Marine Corporal John Edward Parton, 24, grew up in Sheridan, Wyoming and had also lived in Arizona. He was killed while making an assault with the 1st Vietnamese Airborne Division in Quang Tri Province. Corporal Parton had a daughter and a son. He was the last U.S. service member to die in combat in Vietnam on a Fourth of July. (The last to die on a Fourth of July perished in an accident in 1973). He is interred at Custer National Cemetery in Big Horn County, Montana.
Navy Storekeeper Stephen Michael Brumfield, 20, of Wytheville, Virginia, was killed in a forklift accident aboard the heavy cruiser USS Newport News. Friends say he drove a hot-rod Plymouth, played the drums, and was a DJ on the ship’s radio station. He is interred at the Sunrise Burial Park in Fairlawn, Virginia.

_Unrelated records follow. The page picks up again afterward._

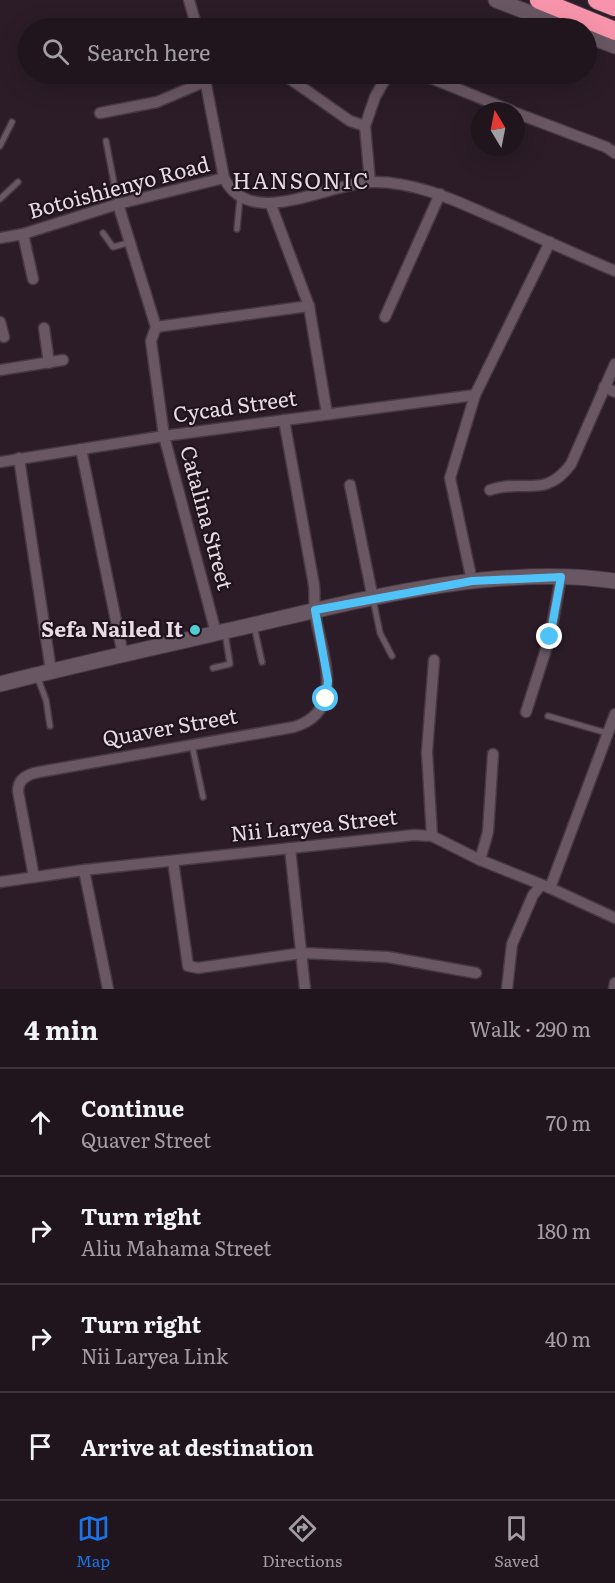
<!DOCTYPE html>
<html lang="en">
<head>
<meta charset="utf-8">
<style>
  :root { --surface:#20151d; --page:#281e26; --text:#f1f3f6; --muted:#a29fa4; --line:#3d343b; --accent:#1a73e8 }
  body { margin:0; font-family:Literata,serif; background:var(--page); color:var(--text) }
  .compass { position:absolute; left:471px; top:102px; width:54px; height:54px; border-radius:50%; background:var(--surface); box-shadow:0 6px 24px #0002; rotate:350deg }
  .stop { position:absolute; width:18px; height:18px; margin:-14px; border:4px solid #4fc3f7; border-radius:50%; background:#fff }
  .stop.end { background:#4fc3f7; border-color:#fff; box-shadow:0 2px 6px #0008 }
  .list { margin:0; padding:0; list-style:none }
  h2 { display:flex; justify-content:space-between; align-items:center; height:78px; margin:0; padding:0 24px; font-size:26px }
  h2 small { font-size:20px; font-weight:400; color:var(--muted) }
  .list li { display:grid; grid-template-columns:39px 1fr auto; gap:18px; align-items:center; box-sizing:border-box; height:108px; padding:0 24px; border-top:2px solid var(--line) }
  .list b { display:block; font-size:22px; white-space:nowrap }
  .list p { margin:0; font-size:20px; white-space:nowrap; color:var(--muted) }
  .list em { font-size:20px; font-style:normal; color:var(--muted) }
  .icon { flex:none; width:33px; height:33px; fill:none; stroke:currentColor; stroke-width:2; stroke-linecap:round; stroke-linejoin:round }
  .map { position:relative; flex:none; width:615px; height:989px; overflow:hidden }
  .search { position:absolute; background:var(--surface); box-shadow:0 6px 24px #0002; left:18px; right:18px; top:18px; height:66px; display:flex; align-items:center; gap:15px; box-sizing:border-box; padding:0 21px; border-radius:33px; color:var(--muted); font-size:22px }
  .sheet { height:510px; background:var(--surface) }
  nav { display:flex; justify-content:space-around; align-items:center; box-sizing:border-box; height:84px; border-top:2px solid var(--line); background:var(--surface); font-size:16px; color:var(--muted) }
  nav a { display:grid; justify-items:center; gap:3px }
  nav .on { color:var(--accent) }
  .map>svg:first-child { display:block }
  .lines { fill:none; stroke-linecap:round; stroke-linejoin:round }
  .lane-casing { stroke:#463943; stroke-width:8 }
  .street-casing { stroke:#463943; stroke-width:13 }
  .secondary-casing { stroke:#463943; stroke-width:17 }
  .highway-casing { stroke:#463943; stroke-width:20 }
  .lane { stroke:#695763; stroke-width:5 }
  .street { stroke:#695763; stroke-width:10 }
  .secondary { stroke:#695763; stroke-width:15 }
  .highway { stroke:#f794ab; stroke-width:18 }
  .route { stroke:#4fc3f7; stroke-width:8 }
  .poi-dot { fill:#51ccd1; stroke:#21131d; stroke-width:2 }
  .labels { text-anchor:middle; stroke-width:4.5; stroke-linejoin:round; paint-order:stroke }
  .street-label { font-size:21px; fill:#e7dce3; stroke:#21131d }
  .poi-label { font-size:21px; font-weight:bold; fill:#e7dce3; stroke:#21131d; text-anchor:end }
  .neighbourhood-label { font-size:22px; letter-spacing:1.5px; fill:#e7dce3; stroke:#21131d }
</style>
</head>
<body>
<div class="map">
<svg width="615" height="989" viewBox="0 0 615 989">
  <rect width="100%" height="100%" fill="#2b1c27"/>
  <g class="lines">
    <defs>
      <g id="lane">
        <path d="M106,141L118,204"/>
        <path d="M0,146L12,122"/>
        <path d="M0,199L18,182"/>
        <path d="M237,229L240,197"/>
        <path d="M103,233L113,247L131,242"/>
        <path d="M373,599L380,633L392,656"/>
        <path d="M254,626L262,662"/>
        <path d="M213,668L230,664L225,633"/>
        <path d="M37,676L46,700L50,726"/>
        <path d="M548,716L607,733"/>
        <path d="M192,745L203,797"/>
      </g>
      <g id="street">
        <path d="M189,0L197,28"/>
        <path d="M204,74L224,178"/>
        <path d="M283,74L350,121L365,126"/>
        <path d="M421,74L512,111"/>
        <path d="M100,113L157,102L204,82"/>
        <path d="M516,113L606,147L615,153"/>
        <path d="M370,182L365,126L375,97L388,74"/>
        <path d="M118,204L156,327L151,341L164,436L216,633"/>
        <path d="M271,205L309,306L327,414"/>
        <path d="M23,234L33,279"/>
        <path d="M0,238L23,234L118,204L224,178C250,231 328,183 371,182C418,181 460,203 502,221C540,238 577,255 615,271"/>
        <path d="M385,317L440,194"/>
        <path d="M0,322L4,337"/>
        <path d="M156,327L309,306"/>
        <path d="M44,328L49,363"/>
        <path d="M0,370L63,360"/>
        <path d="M604,387L615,392"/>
        <path d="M81,449L123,655"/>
        <path d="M19,458L51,671"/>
        <path d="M0,462L164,436L475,395"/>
        <path d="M350,485L373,599"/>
        <path d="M490,490C523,478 545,500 571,464L615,364"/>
        <path d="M472,581L450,478L475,395L550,242"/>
        <path d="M526,712L550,637L561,577"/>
        <path d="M432,836L427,752L434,660"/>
        <path d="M290,848L305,989"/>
        <path d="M480,860L488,832L493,754"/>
        <path d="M173,861L188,966L198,968L302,953L388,957L476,973"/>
        <path d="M84,870L108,989"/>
        <path d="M34,877L18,791C18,779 28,774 39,772L294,727C348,711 321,653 315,613C314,604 315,595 314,585L284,420"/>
        <path d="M0,882L84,870L414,835L432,836L480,860L550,888L615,918"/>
        <path d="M550,888L615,714"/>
        <path d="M507,989L512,944L533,895L541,885"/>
        <path d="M614,989L615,983"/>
      </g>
      <g id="secondary">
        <path d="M496,0L569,28"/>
        <path d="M586,35L615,46"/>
        <path d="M0,684C82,663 165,645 248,626C365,599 494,564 615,581"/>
      </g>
      <g id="highway">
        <path d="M539,0L615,31"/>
        <path d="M597,0L615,7"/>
      </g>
    </defs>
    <!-- lane casing -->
    <use href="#lane" class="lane-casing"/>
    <!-- street casing -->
    <use href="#street" class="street-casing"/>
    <!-- secondary casing -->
    <use href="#secondary" class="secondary-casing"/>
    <!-- highway casing -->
    <use href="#highway" class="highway-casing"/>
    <!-- lane -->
    <use href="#lane" class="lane"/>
    <!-- street -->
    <use href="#street" class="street"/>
    <!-- secondary -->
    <use href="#secondary" class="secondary"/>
    <!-- highway -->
    <use href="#highway" class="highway"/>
  </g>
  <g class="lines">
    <!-- route -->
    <path class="route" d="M326,699L328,681L315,610L472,581L561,577L550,637"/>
  </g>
  <!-- markers -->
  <circle class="poi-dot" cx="195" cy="630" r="6"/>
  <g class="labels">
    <!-- street labels -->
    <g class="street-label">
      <text transform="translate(119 188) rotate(-15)" y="7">Botoishienyo Road</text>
      <text transform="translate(235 407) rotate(-8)" y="7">Cycad Street</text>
      <text transform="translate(206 518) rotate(75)" y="7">Catalina Street</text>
      <text transform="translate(170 728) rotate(-10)" y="7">Quaver Street</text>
      <text transform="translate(314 826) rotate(-6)" y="7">Nii Laryea Street</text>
    </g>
    <!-- poi labels -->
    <g class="poi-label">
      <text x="183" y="637">Sefa Nailed It</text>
    </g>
    <!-- neighbourhood labels -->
    <g class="neighbourhood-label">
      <text x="301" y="189">HANSONIC</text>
    </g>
  </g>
</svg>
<svg class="compass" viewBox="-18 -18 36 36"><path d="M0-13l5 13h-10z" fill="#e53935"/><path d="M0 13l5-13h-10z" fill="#a29fa4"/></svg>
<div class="stop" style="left:326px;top:699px"></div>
<div class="stop end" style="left:550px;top:637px"></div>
<div class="search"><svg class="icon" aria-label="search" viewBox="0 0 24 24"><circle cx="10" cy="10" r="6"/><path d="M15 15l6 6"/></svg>Search here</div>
</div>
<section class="sheet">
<h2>4 min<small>Walk · 290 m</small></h2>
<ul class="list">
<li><svg class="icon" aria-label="ahead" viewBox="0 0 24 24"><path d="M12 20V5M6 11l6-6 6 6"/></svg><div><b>Continue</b><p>Quaver Street</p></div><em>70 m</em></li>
<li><svg class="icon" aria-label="right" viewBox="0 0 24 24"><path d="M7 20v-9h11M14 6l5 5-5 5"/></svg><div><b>Turn right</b><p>Aliu Mahama Street</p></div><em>180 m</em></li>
<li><svg class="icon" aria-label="right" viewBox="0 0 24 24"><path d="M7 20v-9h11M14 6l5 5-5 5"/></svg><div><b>Turn right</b><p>Nii Laryea Link</p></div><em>40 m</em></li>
<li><svg class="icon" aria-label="arrive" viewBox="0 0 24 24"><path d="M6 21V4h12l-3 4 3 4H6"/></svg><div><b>Arrive at destination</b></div></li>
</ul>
</section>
<nav>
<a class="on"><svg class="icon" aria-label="map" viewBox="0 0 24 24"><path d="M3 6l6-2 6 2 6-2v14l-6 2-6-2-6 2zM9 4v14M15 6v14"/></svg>Map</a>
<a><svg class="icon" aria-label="directions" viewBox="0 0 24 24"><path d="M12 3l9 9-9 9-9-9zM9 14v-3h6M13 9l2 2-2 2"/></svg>Directions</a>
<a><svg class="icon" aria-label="saved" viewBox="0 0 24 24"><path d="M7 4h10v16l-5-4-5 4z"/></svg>Saved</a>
</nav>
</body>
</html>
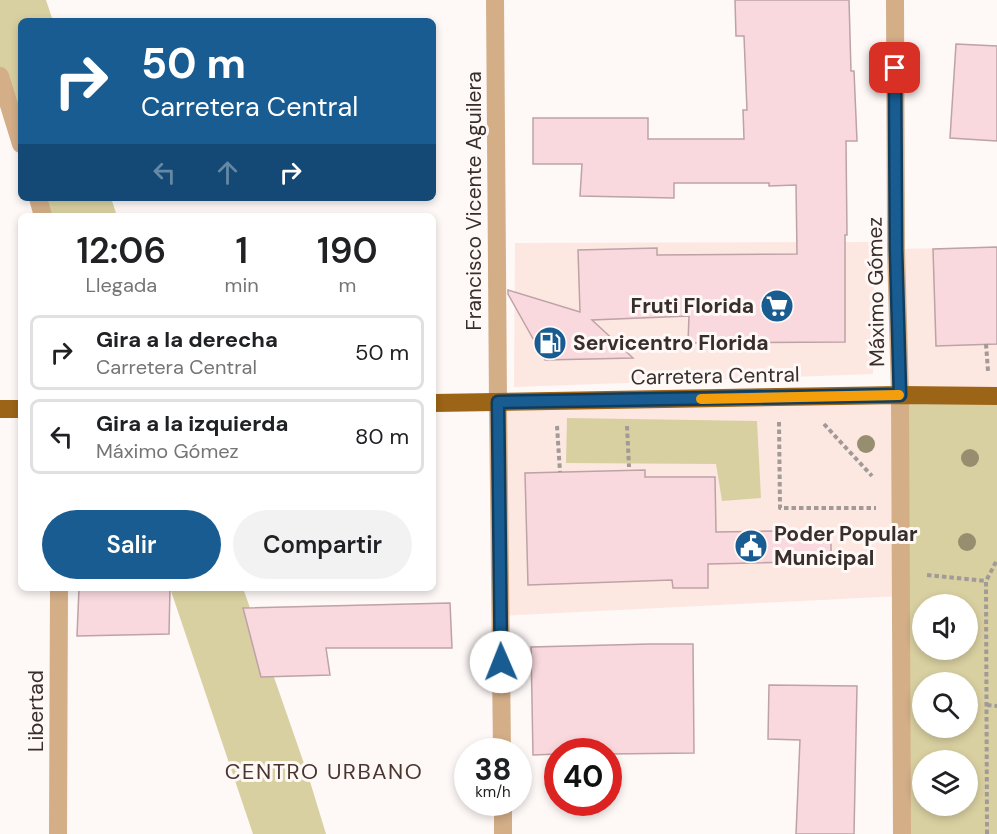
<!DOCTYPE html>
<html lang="es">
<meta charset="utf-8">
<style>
:root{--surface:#fff;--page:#f2f2f2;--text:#202124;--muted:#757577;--line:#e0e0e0;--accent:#185c91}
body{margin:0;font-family:"DM Sans",sans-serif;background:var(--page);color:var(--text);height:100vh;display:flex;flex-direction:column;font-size:22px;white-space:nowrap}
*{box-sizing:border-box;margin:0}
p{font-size:20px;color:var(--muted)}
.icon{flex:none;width:33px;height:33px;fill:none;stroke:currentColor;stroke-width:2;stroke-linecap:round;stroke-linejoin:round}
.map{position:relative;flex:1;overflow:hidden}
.details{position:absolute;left:18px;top:213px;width:418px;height:378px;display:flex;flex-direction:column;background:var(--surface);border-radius:9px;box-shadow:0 3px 9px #0003}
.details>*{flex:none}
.top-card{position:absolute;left:18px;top:18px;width:418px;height:183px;border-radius:9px;box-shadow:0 3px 9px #0003;background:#185c91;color:#fff;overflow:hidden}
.fabs{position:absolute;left:912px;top:594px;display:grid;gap:12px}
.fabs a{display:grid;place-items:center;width:66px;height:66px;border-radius:50%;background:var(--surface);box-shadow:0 3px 9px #0003;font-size:30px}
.speed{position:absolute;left:454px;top:738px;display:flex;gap:12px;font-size:30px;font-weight:700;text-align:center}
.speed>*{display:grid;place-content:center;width:78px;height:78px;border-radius:50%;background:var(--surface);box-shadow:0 3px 9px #0003;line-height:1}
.speed small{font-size:15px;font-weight:400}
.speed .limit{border:9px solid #d22;background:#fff;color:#111}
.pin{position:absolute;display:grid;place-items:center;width:51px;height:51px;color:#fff;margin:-26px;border-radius:12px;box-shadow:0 3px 9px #0006}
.me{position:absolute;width:66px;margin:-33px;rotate:359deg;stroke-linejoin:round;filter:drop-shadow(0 0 4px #0008)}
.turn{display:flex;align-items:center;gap:21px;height:126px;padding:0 24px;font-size:27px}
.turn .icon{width:78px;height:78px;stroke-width:2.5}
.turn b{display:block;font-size:42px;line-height:51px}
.lanes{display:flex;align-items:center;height:57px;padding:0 24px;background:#0003;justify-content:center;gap:30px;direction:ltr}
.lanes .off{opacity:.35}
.eta{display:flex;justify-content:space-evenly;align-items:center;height:102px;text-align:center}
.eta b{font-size:36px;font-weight:600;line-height:42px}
.primary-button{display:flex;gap:12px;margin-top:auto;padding:12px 24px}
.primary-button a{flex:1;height:69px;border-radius:36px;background:var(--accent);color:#fff;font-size:24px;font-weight:600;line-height:69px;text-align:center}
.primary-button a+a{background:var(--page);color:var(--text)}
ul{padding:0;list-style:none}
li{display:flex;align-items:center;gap:18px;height:75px;margin:0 12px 9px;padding:0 12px;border:3px solid var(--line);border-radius:9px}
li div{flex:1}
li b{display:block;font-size:22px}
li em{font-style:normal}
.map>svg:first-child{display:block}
.built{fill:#fde7e1}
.green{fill:#d9d0a1;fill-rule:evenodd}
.building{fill:#f9d9de;stroke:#bda2a6;stroke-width:1.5}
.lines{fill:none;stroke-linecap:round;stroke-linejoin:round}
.path{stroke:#a19a98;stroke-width:4;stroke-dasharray:4.5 3;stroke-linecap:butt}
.minor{stroke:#d3ae87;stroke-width:18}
.tertiary{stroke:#d3ae87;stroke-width:18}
.trunk{stroke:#9c6416;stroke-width:18}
.tree{fill:#978e6f}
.route-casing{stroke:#103c5e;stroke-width:15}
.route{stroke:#185c91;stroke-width:10}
.slow{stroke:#f59e0b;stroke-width:10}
.labels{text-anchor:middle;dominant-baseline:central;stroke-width:6;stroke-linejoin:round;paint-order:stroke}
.street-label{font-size:21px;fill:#382e2b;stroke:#fef8f7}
.poi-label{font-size:21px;font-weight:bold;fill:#382e2b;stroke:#fef8f7;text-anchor:start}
.neighbourhood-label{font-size:22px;letter-spacing:1.5px;fill:#4a352f;stroke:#fef8f7}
</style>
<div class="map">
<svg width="997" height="834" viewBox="0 0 997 834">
<rect width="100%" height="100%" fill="#fef8f7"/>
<g class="built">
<polygon points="875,242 873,374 514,387 515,243"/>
<polygon points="997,247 997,395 901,596 500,616 498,402 900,395 896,249"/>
</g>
<g class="green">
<polygon points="0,0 46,0 53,21 21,21 21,144 0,76"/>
<polygon points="38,198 111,198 117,216 43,216"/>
<path d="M900 395 997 396V834H902ZM922 604H968V650H922ZM922 682H968V728H922ZM922 760H968V806H922Z"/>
<polygon points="567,418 757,421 761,498 722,501 716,464 566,463"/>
<polygon points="170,588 243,588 308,775 326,834 253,834"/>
</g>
<g class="building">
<polygon points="735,0 849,0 851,71 854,71 857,141 846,141 847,235 845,235 845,342 688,343 689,316 592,320 633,358 545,360 508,294 508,290 580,312 578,250 657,248 657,255 797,254 796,185 769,186 769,183 674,183 674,198 580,196 582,164 533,164 533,118 648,118 648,139 744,139 743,110 747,110 744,36 736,36"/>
<polygon points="956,44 997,46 997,141 950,138"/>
<polygon points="997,247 997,344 936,346 933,249"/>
<polygon points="645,470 645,477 715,477 716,532 831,530 831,561 708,564 708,588 673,588 672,580 528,585 525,473"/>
<polygon points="79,588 170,588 169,634 77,636"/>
<polygon points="450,603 452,648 326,648 330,675 261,677 243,608"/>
<polygon points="650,644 693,644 694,753 609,754 609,752 558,752 558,754 533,755 531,647"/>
<polygon points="769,685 857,686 854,834 796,834 800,740 768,739"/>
</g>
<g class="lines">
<g class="path">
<polyline points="986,344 988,371"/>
<polyline points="779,422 780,508 876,508"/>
<polyline points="824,424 872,476"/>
<polyline points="557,426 560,472"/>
<polyline points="627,426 629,467"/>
<polyline points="927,575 986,581"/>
<polyline points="987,705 997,706"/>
<polyline points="987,834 986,581 997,560"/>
</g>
<g class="minor">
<polyline points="495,0 498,402"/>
<polyline points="895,0 896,249 900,395 902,834"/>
<polyline points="0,76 21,144"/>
<polyline points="38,198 43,216"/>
<polyline points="58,834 59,588"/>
</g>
<g class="tertiary">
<polyline points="498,402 502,752"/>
<polyline points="503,802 503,834"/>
</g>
<g class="trunk">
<polyline points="434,403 900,395 997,396"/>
<polyline points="0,409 21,409"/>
</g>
</g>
<g class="tree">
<circle cx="866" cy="444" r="9"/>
<circle cx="970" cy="458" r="9"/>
<circle cx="967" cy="542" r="9"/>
</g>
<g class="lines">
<g class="route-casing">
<polyline id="route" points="501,662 498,402 900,395 896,249 895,68"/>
</g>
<use href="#route" class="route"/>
<polyline class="slow" points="701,399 899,395"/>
</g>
<defs>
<g id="supermarket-disc" transform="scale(1.725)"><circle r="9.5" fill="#185c91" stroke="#fef8f7"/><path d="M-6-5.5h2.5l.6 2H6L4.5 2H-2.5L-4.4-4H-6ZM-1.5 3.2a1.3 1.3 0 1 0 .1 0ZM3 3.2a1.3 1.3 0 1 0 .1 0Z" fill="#fff"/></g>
<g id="fuel-disc" transform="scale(1.725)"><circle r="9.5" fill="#185c91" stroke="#fef8f7"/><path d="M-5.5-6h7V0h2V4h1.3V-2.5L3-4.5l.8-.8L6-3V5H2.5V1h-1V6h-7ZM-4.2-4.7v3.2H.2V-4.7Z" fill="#fff"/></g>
<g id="civic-disc" transform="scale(1.725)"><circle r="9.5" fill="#185c91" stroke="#fef8f7"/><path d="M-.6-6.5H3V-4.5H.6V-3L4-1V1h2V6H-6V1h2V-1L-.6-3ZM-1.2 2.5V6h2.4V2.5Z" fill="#fff"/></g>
</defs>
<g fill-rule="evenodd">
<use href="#supermarket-disc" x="777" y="306"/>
<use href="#fuel-disc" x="550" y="343"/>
<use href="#civic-disc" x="751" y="546"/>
</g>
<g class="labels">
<g class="street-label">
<text transform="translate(474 201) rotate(-90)">Francisco Vicente Aguilera</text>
<text transform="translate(876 292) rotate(-91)">Máximo Gómez</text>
<text transform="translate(715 376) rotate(-1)">Carretera Central</text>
<text transform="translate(36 711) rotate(-90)">Libertad</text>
</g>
<g class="poi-label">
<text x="754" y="306" text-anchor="end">Fruti Florida</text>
<text x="573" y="343">Servicentro Florida</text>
<text x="774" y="534">Poder Popular<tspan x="774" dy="24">Municipal</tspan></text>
</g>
<g class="neighbourhood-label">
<text x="324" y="771">CENTRO URBANO</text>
</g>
</g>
</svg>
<div class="fabs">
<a><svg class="icon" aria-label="sound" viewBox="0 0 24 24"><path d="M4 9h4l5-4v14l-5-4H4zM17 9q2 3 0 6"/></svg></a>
<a><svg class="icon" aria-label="search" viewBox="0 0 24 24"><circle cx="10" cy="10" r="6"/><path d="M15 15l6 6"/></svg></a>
<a><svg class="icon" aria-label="layers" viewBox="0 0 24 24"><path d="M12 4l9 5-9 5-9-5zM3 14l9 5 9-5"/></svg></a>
</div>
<div class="speed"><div>38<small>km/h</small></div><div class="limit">40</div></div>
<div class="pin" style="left:895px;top:68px;background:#d93025"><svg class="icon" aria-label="arrive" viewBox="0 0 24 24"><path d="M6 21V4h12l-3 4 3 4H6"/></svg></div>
<svg class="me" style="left:501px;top:662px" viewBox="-20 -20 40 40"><circle r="19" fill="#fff"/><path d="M0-13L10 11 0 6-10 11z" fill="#185c91"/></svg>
<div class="top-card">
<div class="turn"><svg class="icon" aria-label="right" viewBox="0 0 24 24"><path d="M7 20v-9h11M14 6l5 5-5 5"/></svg><div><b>50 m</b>Carretera Central</div></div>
<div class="lanes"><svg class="icon off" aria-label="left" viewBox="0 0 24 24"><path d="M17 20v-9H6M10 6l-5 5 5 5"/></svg><svg class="icon off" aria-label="ahead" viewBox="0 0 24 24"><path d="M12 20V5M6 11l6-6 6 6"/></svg><svg class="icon" aria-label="right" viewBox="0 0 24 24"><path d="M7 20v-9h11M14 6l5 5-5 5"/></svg></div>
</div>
<section class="details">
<div class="eta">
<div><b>12:06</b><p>Llegada</p></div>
<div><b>1</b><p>min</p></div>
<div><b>190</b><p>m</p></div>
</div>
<ul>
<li><svg class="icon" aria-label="right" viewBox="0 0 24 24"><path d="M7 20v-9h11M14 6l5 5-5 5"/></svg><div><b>Gira a la derecha</b><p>Carretera Central</p></div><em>50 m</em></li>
<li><svg class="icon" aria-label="left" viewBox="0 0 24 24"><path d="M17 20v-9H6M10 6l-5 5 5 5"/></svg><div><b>Gira a la izquierda</b><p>Máximo Gómez</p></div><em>80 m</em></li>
</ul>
<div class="primary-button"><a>Salir</a><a>Compartir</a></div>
</section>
</div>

Army Specialist Fourth Class Robert David Hamilton, 18, of Pasadena, Texas, a heavy construction equipment operator, was killed when a vehicle overturned in Bien Hua Province. His unit built artillery fire bases and other facilities. He joined the Army when he was 17, and his family knew him as “Bubba.” He is interred at the Forest Park East Cemetery in Webster, Texas.